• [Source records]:
+--

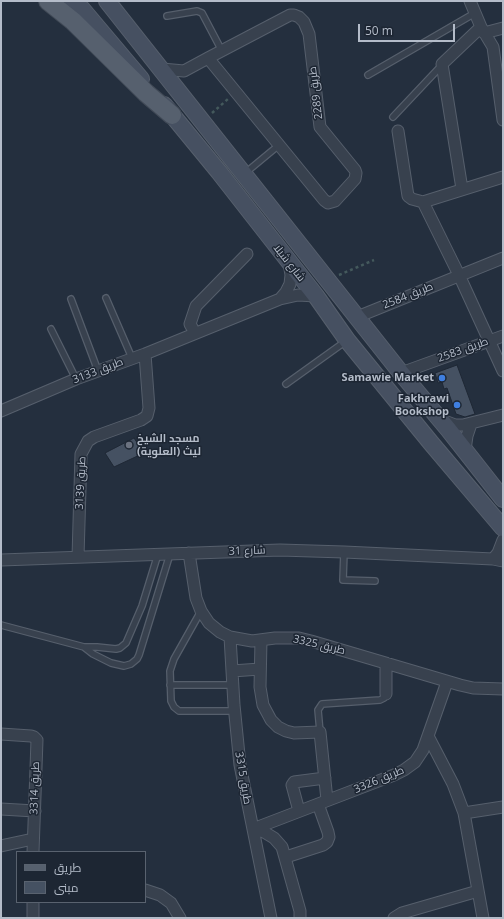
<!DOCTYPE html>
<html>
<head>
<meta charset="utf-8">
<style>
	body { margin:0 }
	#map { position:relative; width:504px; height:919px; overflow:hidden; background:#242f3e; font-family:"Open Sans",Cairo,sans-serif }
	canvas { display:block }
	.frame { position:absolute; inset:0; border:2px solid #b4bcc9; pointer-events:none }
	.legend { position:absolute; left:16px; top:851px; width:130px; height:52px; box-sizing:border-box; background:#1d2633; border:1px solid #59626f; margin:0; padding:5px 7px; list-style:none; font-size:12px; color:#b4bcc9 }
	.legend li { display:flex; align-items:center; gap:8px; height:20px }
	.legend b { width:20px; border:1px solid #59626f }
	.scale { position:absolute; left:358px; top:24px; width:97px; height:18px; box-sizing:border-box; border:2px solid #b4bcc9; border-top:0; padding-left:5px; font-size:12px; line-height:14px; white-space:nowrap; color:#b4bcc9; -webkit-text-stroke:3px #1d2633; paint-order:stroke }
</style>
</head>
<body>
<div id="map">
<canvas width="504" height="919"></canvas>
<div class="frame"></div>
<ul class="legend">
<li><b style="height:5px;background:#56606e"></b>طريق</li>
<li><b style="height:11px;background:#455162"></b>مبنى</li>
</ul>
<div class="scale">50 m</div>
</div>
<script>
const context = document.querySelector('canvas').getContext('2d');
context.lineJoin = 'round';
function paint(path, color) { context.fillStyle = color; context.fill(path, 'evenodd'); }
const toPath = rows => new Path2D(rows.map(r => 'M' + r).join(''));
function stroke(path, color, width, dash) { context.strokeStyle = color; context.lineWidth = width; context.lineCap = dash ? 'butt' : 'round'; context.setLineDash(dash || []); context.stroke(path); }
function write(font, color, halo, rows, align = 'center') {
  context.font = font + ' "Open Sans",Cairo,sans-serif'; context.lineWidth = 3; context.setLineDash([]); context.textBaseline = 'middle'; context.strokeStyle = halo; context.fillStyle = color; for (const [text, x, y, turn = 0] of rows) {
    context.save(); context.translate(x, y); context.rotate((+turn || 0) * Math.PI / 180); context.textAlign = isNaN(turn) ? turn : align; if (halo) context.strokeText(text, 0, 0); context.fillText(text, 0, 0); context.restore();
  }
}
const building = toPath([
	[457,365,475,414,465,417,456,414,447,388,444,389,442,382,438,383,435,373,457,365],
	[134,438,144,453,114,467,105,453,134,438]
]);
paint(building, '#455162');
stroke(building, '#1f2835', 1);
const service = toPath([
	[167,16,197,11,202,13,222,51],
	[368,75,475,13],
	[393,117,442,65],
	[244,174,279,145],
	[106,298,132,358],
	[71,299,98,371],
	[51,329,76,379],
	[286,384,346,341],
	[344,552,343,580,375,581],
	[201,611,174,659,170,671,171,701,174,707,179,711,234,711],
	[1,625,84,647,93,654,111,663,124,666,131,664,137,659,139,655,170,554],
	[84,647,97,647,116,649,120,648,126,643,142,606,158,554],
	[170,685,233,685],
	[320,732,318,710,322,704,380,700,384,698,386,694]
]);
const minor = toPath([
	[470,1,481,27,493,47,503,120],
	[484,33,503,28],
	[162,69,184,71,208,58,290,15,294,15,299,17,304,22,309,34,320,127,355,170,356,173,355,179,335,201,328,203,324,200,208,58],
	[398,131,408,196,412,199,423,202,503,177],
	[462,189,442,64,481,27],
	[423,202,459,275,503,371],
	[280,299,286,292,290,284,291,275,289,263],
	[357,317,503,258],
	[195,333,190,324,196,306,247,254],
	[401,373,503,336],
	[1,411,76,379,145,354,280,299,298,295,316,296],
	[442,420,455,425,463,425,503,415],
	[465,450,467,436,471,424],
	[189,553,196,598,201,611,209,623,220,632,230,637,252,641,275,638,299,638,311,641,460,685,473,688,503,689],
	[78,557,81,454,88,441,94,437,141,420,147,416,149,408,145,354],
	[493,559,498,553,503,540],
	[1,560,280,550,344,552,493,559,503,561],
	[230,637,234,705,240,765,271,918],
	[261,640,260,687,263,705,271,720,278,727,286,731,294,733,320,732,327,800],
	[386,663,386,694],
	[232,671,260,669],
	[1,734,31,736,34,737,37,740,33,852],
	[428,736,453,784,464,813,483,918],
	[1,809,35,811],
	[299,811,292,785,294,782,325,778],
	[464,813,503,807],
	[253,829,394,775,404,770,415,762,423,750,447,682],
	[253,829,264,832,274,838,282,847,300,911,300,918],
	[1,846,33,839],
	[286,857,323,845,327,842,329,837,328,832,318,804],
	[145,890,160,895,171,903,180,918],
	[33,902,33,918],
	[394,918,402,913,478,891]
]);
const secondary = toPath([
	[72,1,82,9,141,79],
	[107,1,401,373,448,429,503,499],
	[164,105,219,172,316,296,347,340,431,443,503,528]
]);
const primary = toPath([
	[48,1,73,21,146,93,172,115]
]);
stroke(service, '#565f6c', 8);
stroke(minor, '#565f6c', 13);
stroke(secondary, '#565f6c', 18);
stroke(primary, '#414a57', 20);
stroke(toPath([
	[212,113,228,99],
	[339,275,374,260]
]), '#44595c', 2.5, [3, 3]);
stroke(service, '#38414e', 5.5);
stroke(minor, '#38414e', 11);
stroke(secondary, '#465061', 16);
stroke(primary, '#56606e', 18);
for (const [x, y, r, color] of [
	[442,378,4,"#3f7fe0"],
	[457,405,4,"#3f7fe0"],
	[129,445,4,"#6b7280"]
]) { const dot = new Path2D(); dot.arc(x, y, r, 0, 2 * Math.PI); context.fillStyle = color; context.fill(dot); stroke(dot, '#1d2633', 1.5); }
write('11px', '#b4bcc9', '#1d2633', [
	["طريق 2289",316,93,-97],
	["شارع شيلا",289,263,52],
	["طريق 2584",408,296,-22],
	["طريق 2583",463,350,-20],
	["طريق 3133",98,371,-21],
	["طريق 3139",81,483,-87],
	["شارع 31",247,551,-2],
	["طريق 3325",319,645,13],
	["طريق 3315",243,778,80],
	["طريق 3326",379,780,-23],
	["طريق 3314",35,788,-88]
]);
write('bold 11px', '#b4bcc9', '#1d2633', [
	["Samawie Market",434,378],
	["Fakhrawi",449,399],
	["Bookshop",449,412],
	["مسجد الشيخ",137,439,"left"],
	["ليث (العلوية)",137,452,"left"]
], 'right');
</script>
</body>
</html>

+--

• [What you are asked to do]: Once you have read the entries above, state how many of their lines include "center", giving the number alone.

• [Problem solution]: 2